Saved entries

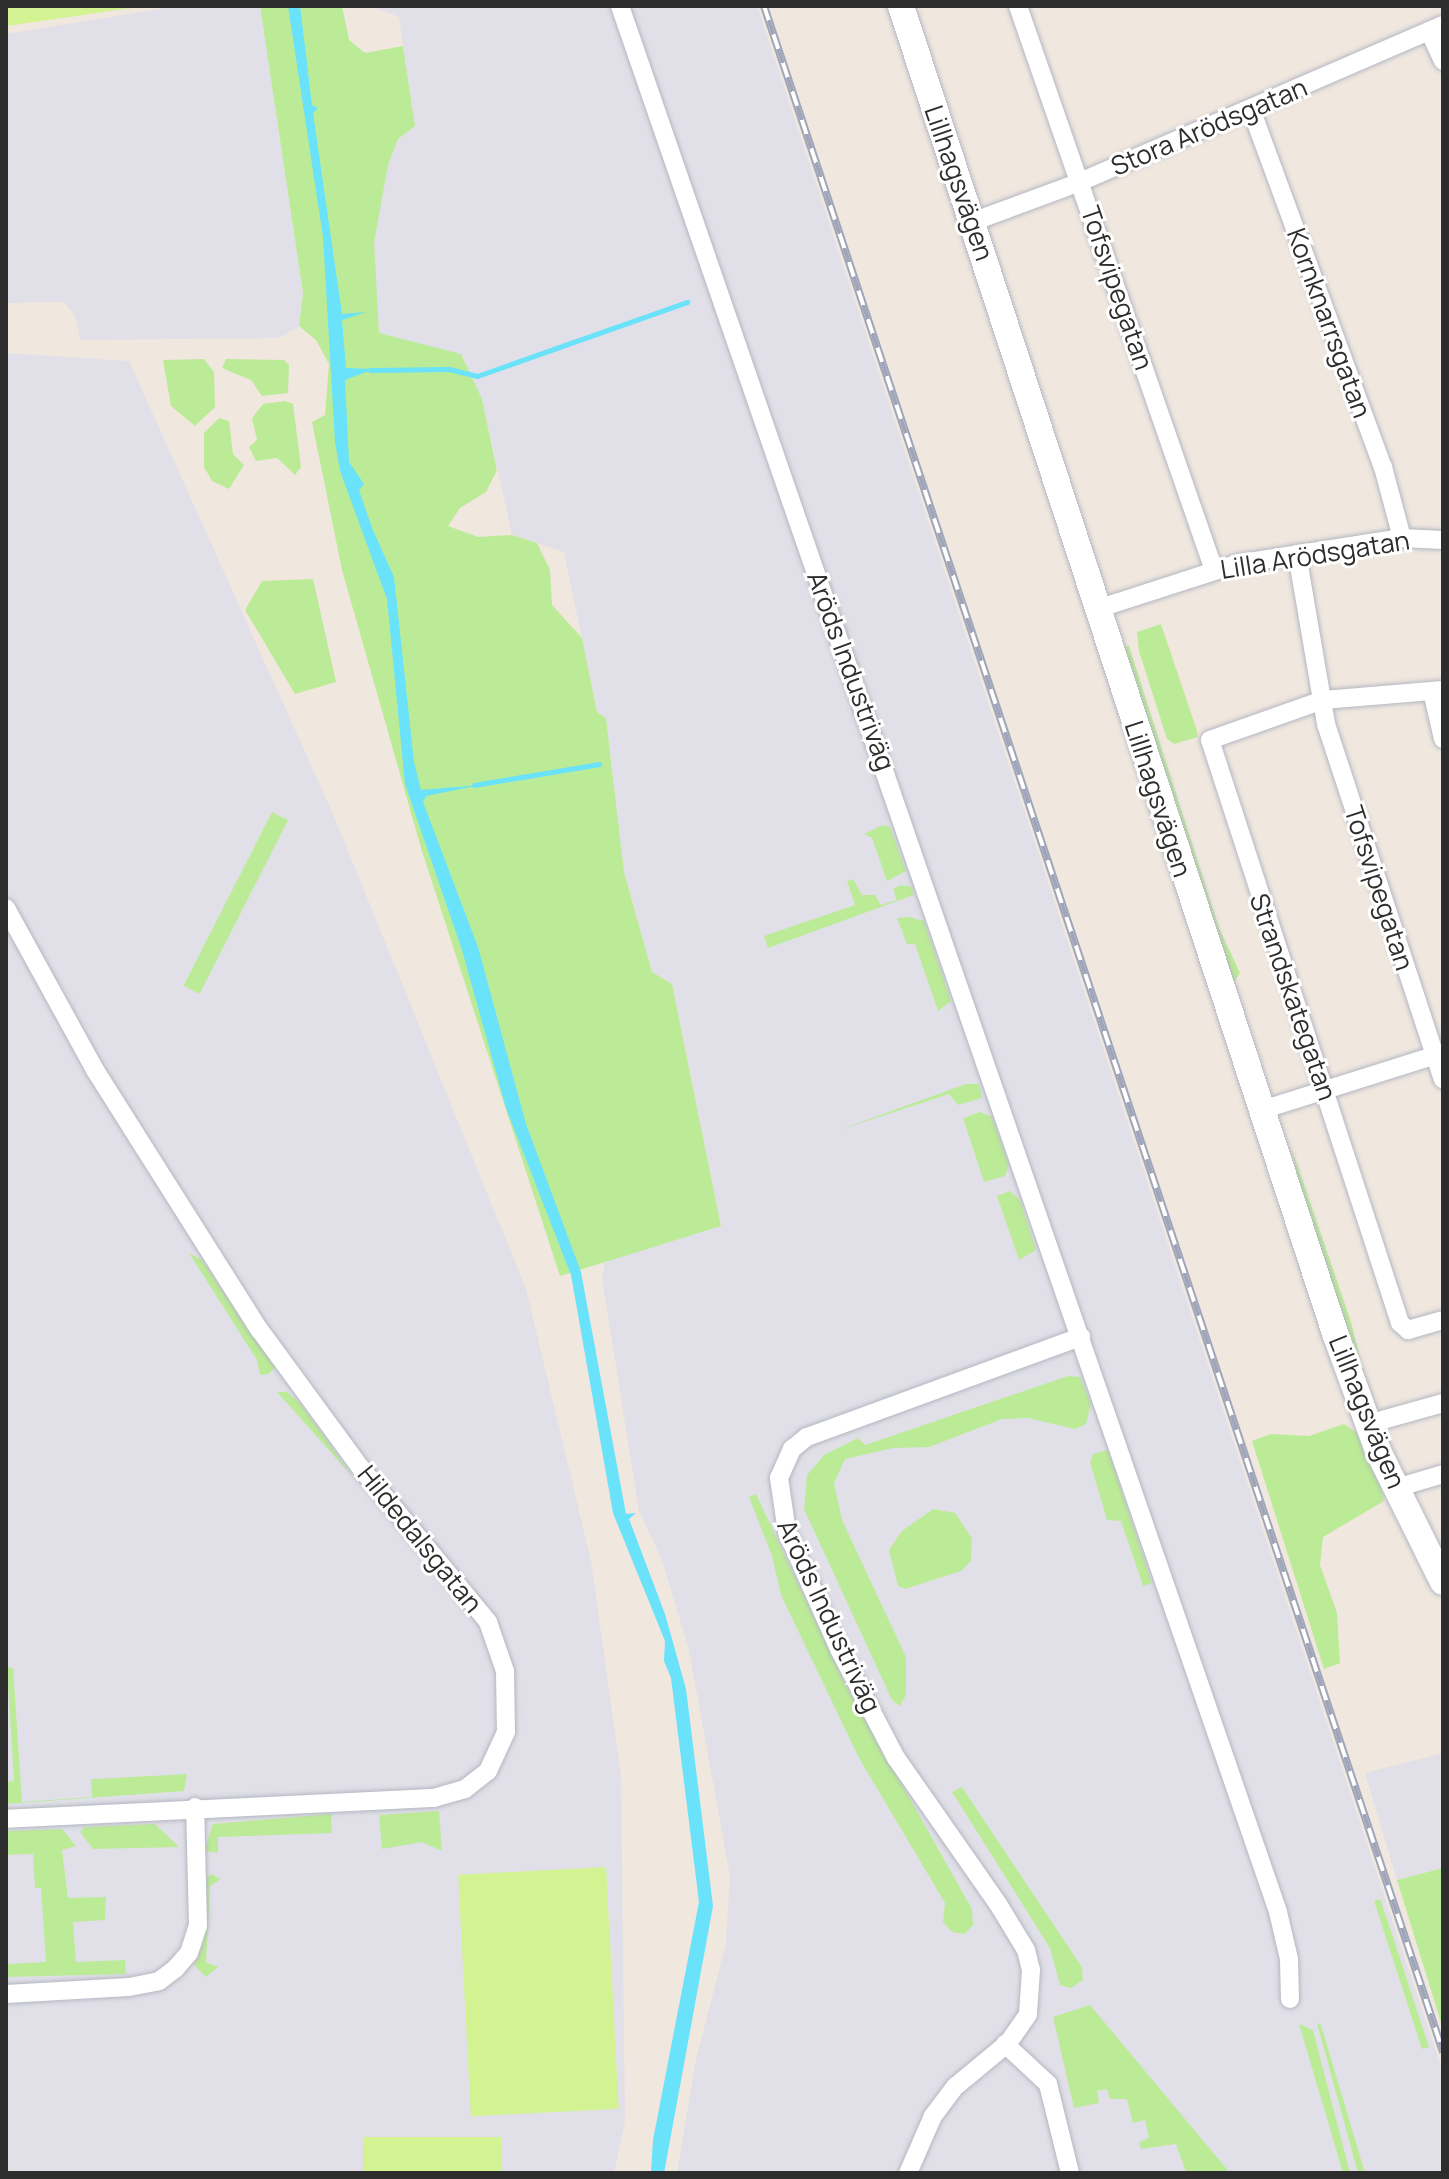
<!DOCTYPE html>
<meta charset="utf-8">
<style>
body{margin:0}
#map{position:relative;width:1449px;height:2179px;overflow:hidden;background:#f0e7df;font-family:Manrope,sans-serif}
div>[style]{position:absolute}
.industrial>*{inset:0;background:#e1e0e8}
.green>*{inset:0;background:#bceb97;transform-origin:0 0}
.pitch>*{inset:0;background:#d3f392;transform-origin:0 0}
.water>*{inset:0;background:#69e2fa}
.stream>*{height:5px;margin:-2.5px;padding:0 2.5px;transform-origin:2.5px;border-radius:2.5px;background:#69e2fa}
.roads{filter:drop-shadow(0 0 2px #b3b7c2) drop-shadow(0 0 2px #b3b7c2)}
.street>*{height:18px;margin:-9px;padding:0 9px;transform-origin:9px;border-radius:9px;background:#fff}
.secondary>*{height:26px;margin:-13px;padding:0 13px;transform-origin:13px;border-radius:13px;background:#fff}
.rail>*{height:8px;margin-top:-4px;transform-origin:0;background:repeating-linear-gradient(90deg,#fff 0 15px,#a0a6b9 0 30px);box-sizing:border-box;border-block:2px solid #a0a6b9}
span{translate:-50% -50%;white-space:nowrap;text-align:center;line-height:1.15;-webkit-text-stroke:6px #fff;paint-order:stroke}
.street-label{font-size:26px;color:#2d2d2d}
.frame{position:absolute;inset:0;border:8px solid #2d2d2d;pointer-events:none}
</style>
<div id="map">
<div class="industrial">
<div style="clip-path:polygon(178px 6px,260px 6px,303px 293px,299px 326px,279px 338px,80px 340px,76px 317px,64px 302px,6px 303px,6px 34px)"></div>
<div style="clip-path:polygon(371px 6px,757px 6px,1443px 2073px,1443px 2173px,677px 2173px,696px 2059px,726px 1943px,730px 1876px,689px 1650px,662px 1560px,639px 1511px,602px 1278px,605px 1260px,721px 1225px,672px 984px,652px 972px,624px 872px,606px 718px,597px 712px,564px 552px,512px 535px,482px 399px,367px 377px,368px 183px,398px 139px,415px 126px,399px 17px)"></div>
<div style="clip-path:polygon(6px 353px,129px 361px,333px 814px,526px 1289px,591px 1561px,621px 1776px,625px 2121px,614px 2173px,6px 2173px)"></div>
<div style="clip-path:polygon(1443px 1753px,1443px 1868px,1397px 1880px,1365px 1773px)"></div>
</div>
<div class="green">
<div style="clip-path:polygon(260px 6px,342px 6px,349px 40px,365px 53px,403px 46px,415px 126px,398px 139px,388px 165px,374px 243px,379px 333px,461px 354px,482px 399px,497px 470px,486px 492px,460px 508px,448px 526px,478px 537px,512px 535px,537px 543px,550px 570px,552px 605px,582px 638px,597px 712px,606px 718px,624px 872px,652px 972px,672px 984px,721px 1226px,560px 1276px,421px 848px,342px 570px,312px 422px,325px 415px,329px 364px,316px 340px,299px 326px,303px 293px)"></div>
<div style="clip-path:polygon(204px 359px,214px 372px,215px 407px,195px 426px,171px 406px,163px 360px)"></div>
<div style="clip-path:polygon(226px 359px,284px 360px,289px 365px,288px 393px,262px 396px,251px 380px,222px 368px)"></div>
<div style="clip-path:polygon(285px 401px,293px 404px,301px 467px,295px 475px,277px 458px,256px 461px,249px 447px,257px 440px,252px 418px,263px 404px)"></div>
<div style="clip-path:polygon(219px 418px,229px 421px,233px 454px,244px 465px,229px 489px,212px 481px,204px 467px,204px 433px)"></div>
<div style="clip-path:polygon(313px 579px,336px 682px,295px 694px,245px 610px,262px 581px)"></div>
<div style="clip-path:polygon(1161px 624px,1197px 731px,1198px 737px,1174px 744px,1167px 739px,1139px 651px,1137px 632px)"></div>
<div style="clip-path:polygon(1129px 646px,1219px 928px,1240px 973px,1234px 982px,1219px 952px,1119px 648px)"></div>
<div style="left:272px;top:812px;width:18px;height:195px;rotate:27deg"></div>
<div style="clip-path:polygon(883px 825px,890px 827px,906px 871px,887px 881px,872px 838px,864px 834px)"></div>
<div style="clip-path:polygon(853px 879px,862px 895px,875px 895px,881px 905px,897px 900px,893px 889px,901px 885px,912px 887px,914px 895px,768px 948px,764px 936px,855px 905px,847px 881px)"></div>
<div style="clip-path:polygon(909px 917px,924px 921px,951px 1001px,938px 1011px,915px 944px,907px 944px,897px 918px)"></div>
<div style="clip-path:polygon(966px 1084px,979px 1084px,982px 1098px,958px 1105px,949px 1094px,836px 1131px)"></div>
<div style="clip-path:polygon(980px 1112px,992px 1117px,1009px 1165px,1005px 1176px,984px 1182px,963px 1118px)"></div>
<div style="clip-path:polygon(1292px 1149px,1351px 1322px,1370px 1398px,1297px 1177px)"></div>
<div style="clip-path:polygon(1010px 1191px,1020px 1200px,1036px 1250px,1019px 1260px,997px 1196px)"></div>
<div style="clip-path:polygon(189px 1253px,202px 1260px,275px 1368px,268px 1374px,260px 1375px,257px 1360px)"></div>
<div style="clip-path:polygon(1068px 1376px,1080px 1377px,1091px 1404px,1086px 1424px,1075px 1429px,1028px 1418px,1002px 1419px,929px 1447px,893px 1448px,845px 1459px,834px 1483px,842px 1520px,906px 1657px,906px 1695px,900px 1706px,892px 1700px,804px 1509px,807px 1475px,824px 1455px,858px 1438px,865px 1445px)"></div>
<div style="clip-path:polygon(277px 1392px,287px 1392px,300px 1403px,354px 1478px)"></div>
<div style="clip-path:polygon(1344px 1424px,1357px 1433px,1377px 1467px,1384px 1501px,1323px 1537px,1320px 1565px,1337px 1613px,1340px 1663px,1324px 1669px,1252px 1441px,1271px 1434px,1309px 1436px)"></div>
<div style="clip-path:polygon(1108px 1450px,1152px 1583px,1143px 1586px,1121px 1521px,1107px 1520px,1090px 1462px,1093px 1454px)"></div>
<div style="clip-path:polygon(756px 1494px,844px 1682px,972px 1909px,973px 1925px,965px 1934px,952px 1932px,943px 1922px,945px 1903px,859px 1758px,781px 1595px,772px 1556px,749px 1497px)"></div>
<div style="clip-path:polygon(933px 1509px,955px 1513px,972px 1538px,971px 1561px,961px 1571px,905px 1589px,898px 1586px,889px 1550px,902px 1531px)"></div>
<div style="clip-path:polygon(7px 1667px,13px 1668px,22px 1802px,92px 1797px,91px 1779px,96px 1779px,187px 1774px,184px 1791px,6px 1804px,6px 1782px,14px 1781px)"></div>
<div style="clip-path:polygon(962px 1787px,1082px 1967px,1083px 1980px,1071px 1988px,1060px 1985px,1050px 1948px,952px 1792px)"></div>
<div style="clip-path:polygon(439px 1811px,442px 1851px,422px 1842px,382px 1849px,379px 1815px)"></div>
<div style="clip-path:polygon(331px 1814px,332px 1833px,218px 1837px,218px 1853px,204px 1851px,213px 1824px)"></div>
<div style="clip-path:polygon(155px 1824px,179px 1847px,93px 1849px,80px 1832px,84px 1827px)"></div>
<div style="clip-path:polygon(62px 1829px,76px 1846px,62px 1850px,68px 1898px,106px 1897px,105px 1920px,73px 1922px,76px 1962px,125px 1960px,126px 1974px,7px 1977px,6px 1964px,46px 1962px,41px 1888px,35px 1888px,33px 1854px,6px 1855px,6px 1831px)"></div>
<div style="clip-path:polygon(1443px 1868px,1443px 2029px,1397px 1880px)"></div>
<div style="clip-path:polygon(212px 1874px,221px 1879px,210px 1886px,206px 1962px,218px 1967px,206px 1977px,194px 1965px,204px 1943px,206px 1878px)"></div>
<div style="clip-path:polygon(1380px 1899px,1394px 1940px,1429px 2047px,1422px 2049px,1374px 1901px)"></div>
<div style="clip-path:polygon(1090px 2005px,1230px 2173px,1186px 2172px,1176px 2144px,1141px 2149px,1139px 2142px,1149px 2138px,1145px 2120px,1133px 2123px,1127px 2099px,1110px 2099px,1107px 2089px,1097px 2091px,1099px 2103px,1074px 2108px,1053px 2017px)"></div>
<div style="clip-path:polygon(1317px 2023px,1321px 2025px,1365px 2173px,1358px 2173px)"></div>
<div style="clip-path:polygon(1299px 2024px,1313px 2030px,1350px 2173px,1343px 2173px)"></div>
</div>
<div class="pitch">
<div style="clip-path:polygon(6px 6px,146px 6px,6px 26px)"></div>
<div style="left:606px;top:1867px;width:242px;height:148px;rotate:87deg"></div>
<div style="left:363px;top:2137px;width:138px;height:36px"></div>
</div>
<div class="water">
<div style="clip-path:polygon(288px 6px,300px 6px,312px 105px,318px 108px,313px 113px,342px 314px,366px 312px,342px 320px,346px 368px,374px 369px,345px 380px,349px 462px,364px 484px,359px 490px,372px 528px,394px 577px,414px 762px,421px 790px,480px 785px,426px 796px,423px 802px,478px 947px,526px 1124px,581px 1272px,626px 1514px,636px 1513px,629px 1519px,665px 1614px,686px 1689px,713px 1906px,664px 2173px,651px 2173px,653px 2140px,699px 1902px,671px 1678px,664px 1661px,665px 1641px,613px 1513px,571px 1275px,506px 1108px,462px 950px,405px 784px,387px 599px,340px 471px,335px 442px,323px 237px)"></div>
</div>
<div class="stream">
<div style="left:370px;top:370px;width:79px;rotate:-0.7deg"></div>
<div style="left:449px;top:369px;width:29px;rotate:14deg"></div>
<div style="left:477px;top:376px;width:223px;rotate:-19.4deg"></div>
<div style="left:474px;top:785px;width:127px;rotate:-9.5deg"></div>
</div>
<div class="roads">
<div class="street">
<div style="left:620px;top:6px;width:2016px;rotate:70.95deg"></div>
<div style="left:1278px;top:1912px;width:48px;rotate:76.8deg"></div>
<div style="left:1289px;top:1959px;width:40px;rotate:88.6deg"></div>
<div style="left:1018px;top:6px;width:597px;rotate:70.84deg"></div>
<div style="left:1429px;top:31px;width:33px;rotate:65deg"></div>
<div style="left:1251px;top:109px;width:382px;rotate:69.8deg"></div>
<div style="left:1383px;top:467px;width:73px;rotate:75deg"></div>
<div style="left:972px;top:222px;width:115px;rotate:-20.3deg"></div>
<div style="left:1080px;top:182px;width:395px;rotate:-23.4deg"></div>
<div style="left:1297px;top:554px;width:172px;rotate:80.3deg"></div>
<div style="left:1326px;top:724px;width:374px;rotate:71.8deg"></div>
<div style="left:1097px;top:609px;width:146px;rotate:-17.9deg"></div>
<div style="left:1236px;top:564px;width:168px;rotate:-8.9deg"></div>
<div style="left:1402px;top:538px;width:41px;rotate:2.8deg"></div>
<div style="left:1443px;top:690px;width:120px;rotate:175.2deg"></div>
<div style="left:1323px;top:700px;width:120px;rotate:160.5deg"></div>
<div style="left:1210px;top:740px;width:613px;rotate:71.95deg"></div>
<div style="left:1400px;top:1323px;width:11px;rotate:41deg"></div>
<div style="left:1408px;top:1330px;width:36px;rotate:-16deg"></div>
<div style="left:1432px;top:691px;width:49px;rotate:77.1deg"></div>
<div style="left:6px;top:908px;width:185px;rotate:61.2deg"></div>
<div style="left:95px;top:1070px;width:307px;rotate:57.7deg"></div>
<div style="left:259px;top:1329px;width:171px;rotate:53.8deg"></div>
<div style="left:360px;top:1467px;width:201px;rotate:50.4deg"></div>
<div style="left:488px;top:1622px;width:52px;rotate:70.9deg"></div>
<div style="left:505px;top:1671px;width:61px;rotate:89.1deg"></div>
<div style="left:506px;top:1732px;width:43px;rotate:114.8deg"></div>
<div style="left:488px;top:1771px;width:29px;rotate:142deg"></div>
<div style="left:465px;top:1789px;width:33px;rotate:164deg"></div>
<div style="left:433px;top:1798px;width:428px;rotate:177.2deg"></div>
<div style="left:1265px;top:1109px;width:187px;rotate:-17.5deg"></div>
<div style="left:1368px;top:1424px;width:78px;rotate:-15.6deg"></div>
<div style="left:1396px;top:1488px;width:49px;rotate:-16.6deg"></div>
<div style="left:6px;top:1994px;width:123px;rotate:-3.3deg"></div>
<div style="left:129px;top:1987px;width:31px;rotate:-11deg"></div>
<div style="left:159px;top:1981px;width:20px;rotate:-37deg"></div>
<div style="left:175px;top:1969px;width:21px;rotate:-49deg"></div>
<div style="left:189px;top:1953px;width:28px;rotate:-72deg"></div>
<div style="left:198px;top:1926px;width:119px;rotate:-91.4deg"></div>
<div style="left:1005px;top:2044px;width:59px;rotate:42.9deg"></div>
<div style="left:1048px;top:2084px;width:92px;rotate:76.1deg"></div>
<div style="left:908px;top:2173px;width:62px;rotate:-66.3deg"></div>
<div style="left:933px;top:2116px;width:38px;rotate:-53deg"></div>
<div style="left:956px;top:2086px;width:67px;rotate:-39.6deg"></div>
<div style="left:1008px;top:2043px;width:35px;rotate:-55deg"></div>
<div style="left:1028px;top:2014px;width:44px;rotate:-86.1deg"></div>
<div style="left:1031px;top:1970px;width:21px;rotate:-104deg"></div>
<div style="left:1026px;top:1950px;width:54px;rotate:-121.3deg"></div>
<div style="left:998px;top:1904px;width:178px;rotate:-124.9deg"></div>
<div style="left:896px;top:1758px;width:121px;rotate:-117.6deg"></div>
<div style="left:840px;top:1651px;width:130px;rotate:-114deg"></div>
<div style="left:787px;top:1532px;width:55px;rotate:-98.4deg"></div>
<div style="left:779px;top:1478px;width:32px;rotate:-66deg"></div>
<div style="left:792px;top:1449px;width:19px;rotate:-39deg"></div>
<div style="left:807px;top:1437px;width:292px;rotate:-20.1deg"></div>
</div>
<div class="secondary">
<div style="left:901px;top:6px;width:1399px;rotate:71.89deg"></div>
<div style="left:1336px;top:1336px;width:122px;rotate:69.9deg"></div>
<div style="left:1378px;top:1451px;width:146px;rotate:63.6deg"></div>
</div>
</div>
<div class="rail">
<div style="left:764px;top:6px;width:2156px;rotate:71.64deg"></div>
</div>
<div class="street-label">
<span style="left:1209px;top:127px;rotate:-23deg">Stora Arödsgatan</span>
<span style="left:959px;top:183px;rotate:71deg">Lillhagsvägen</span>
<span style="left:1117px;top:288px;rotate:71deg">Tofsvipegatan</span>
<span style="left:1329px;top:323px;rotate:70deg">Kornknarrsgatan</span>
<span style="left:1315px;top:555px;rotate:-9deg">Lilla Arödsgatan</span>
<span style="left:851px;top:671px;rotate:70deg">Aröds Industriväg</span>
<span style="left:1158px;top:799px;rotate:72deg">Lillhagsvägen</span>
<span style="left:1379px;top:888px;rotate:72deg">Tofsvipegatan</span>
<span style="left:1293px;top:997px;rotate:71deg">Strandskategatan</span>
<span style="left:1367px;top:1412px;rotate:68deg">Lillhagsvägen</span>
<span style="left:420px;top:1539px;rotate:51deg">Hildedalsgatan</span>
<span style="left:829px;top:1616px;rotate:65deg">Aröds Industriväg</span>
</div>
<div class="frame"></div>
</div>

The task
Among the lines above, show every one that contains the string "green".

Solved exercise
.green>*{inset:0;background:#bceb97;transform-origin:0 0}
<div class="green">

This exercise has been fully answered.